[Opening Material supplied section]
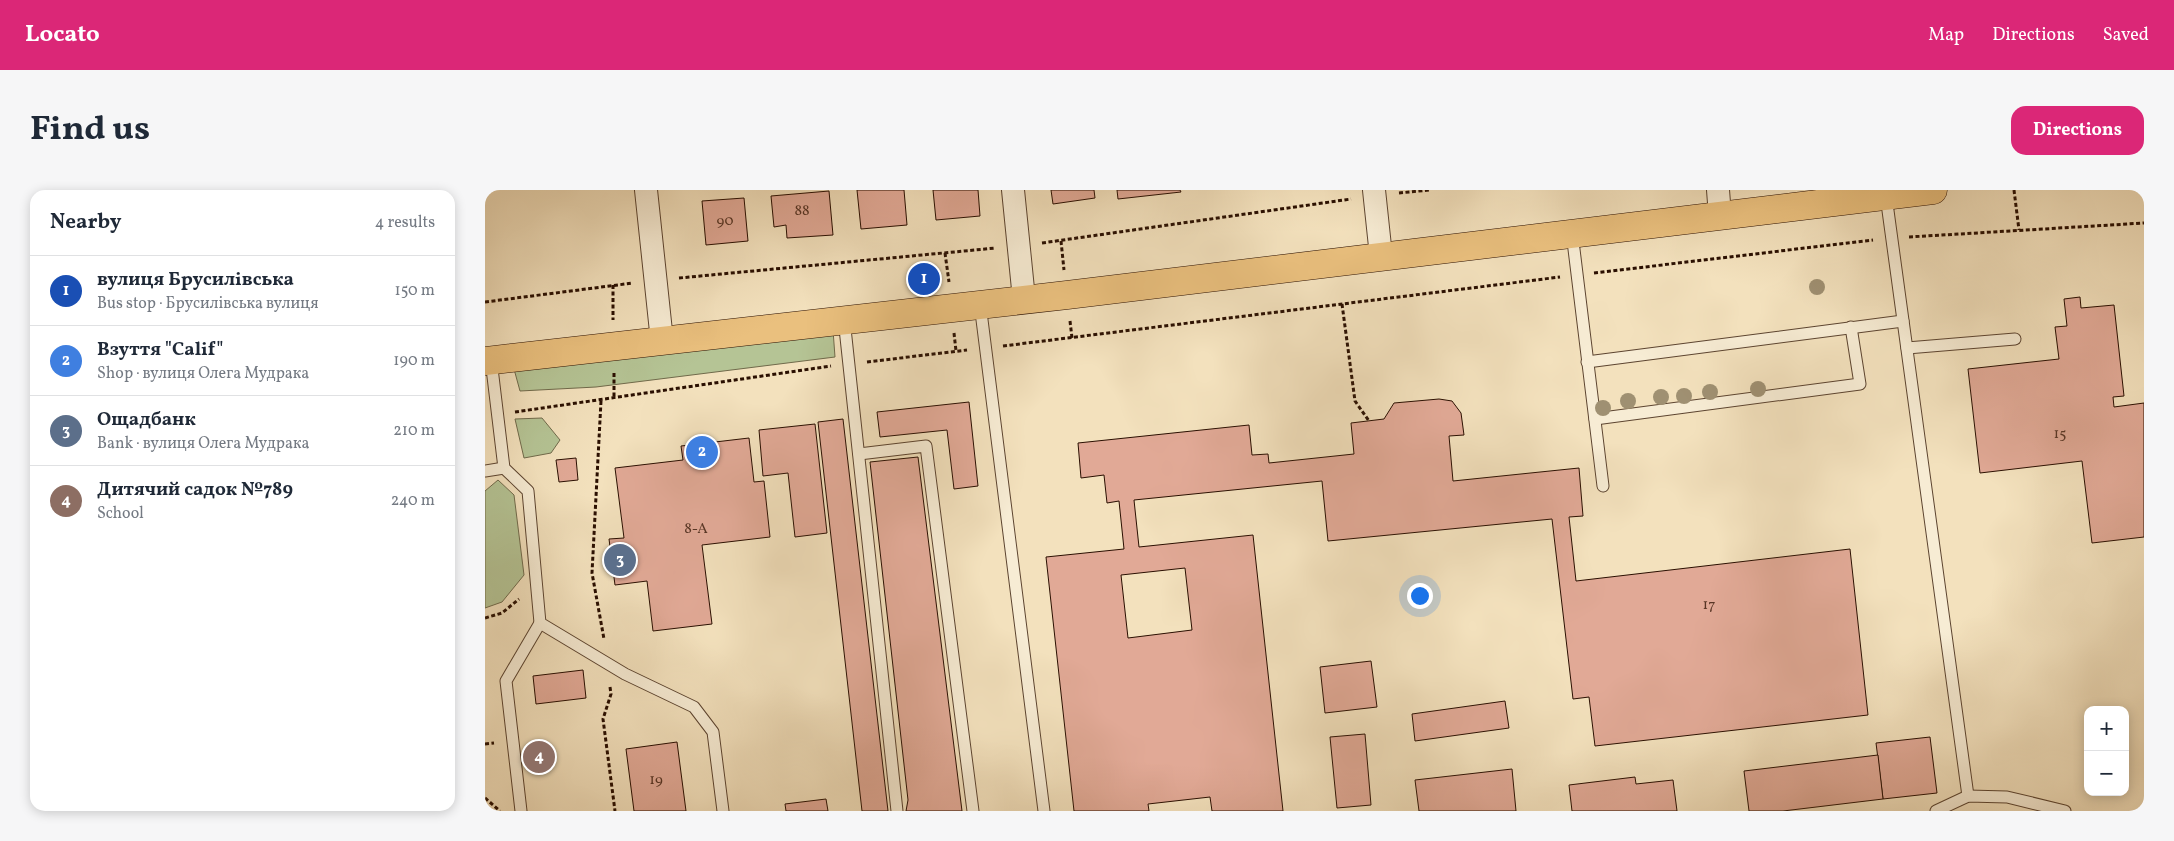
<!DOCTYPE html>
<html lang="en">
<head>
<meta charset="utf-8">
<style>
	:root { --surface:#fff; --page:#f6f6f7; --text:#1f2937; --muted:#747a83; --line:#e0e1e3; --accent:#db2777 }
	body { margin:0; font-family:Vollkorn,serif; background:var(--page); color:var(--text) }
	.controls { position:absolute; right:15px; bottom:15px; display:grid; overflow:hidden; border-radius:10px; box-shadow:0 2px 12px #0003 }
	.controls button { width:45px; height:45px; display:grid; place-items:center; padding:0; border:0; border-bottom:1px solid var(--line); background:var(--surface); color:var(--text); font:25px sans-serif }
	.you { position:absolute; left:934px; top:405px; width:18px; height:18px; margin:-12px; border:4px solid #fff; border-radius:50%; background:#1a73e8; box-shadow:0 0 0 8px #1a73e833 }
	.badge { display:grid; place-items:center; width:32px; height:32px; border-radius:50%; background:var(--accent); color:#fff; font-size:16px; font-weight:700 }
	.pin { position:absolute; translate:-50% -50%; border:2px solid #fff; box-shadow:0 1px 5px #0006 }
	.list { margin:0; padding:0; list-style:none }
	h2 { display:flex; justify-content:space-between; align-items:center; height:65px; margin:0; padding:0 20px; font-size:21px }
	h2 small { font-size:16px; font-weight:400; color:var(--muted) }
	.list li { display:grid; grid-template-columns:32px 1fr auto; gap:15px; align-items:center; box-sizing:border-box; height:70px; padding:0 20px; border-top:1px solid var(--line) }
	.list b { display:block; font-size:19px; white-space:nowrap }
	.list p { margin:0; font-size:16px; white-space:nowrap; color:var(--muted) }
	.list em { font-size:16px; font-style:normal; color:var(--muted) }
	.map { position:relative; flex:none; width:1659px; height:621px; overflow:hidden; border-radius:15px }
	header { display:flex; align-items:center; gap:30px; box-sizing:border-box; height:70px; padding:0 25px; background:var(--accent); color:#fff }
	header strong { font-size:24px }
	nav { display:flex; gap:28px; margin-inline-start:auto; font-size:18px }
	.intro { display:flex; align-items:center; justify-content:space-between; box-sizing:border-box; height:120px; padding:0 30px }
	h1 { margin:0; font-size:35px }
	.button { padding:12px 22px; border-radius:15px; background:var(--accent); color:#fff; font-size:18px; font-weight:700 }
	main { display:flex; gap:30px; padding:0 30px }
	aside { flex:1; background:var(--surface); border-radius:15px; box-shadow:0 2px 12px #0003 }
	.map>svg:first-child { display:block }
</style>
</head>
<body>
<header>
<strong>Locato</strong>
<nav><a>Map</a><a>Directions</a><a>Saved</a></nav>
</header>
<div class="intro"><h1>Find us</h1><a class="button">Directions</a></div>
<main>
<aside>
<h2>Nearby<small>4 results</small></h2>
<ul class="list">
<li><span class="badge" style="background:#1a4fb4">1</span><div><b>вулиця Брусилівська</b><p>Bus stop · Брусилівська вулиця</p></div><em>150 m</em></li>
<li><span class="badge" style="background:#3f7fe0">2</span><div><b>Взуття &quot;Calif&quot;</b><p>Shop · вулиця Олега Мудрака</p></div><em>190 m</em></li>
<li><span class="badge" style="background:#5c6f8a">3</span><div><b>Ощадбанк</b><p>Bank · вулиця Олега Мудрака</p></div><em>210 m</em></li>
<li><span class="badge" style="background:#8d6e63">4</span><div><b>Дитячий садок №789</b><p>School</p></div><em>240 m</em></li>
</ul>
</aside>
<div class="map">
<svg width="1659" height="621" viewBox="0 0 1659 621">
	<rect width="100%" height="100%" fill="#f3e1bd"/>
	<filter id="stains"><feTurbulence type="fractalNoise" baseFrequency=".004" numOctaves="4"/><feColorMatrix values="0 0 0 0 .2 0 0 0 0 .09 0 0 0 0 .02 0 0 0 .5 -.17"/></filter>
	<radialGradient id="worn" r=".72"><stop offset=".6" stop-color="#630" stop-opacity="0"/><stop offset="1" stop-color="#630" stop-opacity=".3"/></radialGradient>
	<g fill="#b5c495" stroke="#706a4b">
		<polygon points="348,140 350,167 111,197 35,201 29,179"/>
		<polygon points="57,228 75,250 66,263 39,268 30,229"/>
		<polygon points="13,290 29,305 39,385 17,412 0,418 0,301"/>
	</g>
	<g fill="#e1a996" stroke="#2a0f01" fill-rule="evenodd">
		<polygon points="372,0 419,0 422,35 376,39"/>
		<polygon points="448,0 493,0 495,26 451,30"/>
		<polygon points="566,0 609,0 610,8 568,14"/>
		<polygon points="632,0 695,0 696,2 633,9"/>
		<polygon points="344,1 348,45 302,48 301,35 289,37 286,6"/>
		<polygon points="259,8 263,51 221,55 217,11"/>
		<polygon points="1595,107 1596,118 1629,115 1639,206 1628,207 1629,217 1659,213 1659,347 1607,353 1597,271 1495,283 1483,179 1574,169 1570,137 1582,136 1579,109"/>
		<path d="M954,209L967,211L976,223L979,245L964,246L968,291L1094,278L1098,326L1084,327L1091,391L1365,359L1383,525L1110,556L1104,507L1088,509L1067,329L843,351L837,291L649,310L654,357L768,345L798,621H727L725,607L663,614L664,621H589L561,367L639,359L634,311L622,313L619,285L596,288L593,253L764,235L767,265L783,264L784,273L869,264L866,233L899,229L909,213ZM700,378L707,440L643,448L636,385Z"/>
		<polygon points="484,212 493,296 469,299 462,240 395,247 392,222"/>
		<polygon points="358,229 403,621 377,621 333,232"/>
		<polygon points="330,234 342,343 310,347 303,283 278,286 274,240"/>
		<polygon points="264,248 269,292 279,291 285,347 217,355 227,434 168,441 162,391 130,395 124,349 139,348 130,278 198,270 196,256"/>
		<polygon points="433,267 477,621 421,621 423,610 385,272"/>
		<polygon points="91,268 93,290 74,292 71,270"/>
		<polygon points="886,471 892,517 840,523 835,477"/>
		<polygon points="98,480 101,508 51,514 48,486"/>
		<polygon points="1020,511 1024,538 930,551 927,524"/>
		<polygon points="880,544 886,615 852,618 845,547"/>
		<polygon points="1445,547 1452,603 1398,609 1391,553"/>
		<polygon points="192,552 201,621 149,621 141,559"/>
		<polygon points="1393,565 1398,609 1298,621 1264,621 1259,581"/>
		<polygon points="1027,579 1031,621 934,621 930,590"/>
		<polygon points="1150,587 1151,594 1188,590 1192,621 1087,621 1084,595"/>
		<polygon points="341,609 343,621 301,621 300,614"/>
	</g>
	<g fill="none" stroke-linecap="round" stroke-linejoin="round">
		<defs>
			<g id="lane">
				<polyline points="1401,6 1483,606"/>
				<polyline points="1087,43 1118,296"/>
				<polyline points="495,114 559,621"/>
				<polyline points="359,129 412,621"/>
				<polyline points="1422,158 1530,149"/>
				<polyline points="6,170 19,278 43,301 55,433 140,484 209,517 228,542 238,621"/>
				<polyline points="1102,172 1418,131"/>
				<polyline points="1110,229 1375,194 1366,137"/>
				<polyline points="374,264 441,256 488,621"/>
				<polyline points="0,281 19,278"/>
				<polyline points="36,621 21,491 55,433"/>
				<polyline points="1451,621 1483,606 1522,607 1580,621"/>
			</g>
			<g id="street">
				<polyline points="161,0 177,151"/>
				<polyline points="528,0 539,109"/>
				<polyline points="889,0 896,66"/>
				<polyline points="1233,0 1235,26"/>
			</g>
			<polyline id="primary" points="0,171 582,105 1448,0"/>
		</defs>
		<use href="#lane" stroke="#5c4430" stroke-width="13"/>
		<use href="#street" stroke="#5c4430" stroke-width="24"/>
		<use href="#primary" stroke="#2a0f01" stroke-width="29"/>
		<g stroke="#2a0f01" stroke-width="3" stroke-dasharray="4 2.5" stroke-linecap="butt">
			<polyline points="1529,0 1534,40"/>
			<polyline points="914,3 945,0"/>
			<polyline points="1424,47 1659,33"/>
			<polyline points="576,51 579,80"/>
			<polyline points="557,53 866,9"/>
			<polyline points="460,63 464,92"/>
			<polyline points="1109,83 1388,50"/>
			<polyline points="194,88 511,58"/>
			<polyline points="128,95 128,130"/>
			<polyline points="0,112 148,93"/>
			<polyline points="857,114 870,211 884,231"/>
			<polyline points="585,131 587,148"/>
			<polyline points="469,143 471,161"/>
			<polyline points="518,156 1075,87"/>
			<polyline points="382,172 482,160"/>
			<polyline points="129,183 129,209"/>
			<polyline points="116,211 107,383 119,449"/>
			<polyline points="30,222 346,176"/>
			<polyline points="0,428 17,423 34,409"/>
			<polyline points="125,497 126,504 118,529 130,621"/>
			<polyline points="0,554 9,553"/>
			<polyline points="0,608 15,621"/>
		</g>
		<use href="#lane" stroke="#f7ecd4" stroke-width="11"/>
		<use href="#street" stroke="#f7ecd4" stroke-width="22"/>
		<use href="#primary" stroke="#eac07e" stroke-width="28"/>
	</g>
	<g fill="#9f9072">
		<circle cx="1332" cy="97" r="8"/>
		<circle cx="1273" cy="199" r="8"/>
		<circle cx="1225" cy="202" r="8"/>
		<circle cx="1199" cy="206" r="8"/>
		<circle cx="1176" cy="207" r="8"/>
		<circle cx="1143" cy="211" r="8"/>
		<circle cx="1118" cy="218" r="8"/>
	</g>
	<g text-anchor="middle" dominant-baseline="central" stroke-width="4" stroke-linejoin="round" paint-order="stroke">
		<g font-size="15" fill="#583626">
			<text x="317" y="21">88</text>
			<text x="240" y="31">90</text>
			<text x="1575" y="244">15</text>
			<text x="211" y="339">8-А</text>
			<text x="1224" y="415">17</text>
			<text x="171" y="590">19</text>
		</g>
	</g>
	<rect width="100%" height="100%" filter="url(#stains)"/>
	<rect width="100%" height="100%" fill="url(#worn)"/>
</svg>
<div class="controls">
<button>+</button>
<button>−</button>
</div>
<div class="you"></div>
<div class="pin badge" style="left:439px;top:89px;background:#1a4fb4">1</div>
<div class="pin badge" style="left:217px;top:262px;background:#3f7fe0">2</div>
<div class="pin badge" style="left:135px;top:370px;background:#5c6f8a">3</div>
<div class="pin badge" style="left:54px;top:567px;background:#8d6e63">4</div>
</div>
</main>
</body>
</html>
[Closing Material supplied section]
* [What you need to do]: Out of the entries above, write out only the lines between the line holding "display:grid; place-items:center; width:32px;" and the line holding "font-size:16px; font-style:normal; color:var(--muted)", inclusive, each exactly as given.

* [Written solution]:
	.badge { display:grid; place-items:center; width:32px; height:32px; border-radius:50%; background:var(--accent); color:#fff; font-size:16px; font-weight:700 }
	.pin { position:absolute; translate:-50% -50%; border:2px solid #fff; box-shadow:0 1px 5px #0006 }
	.list { margin:0; padding:0; list-style:none }
	h2 { display:flex; justify-content:space-between; align-items:center; height:65px; margin:0; padding:0 20px; font-size:21px }
	h2 small { font-size:16px; font-weight:400; color:var(--muted) }
	.list li { display:grid; grid-template-columns:32px 1fr auto; gap:15px; align-items:center; box-sizing:border-box; height:70px; padding:0 20px; border-top:1px solid var(--line) }
	.list b { display:block; font-size:19px; white-space:nowrap }
	.list p { margin:0; font-size:16px; white-space:nowrap; color:var(--muted) }
	.list em { font-size:16px; font-style:normal; color:var(--muted) }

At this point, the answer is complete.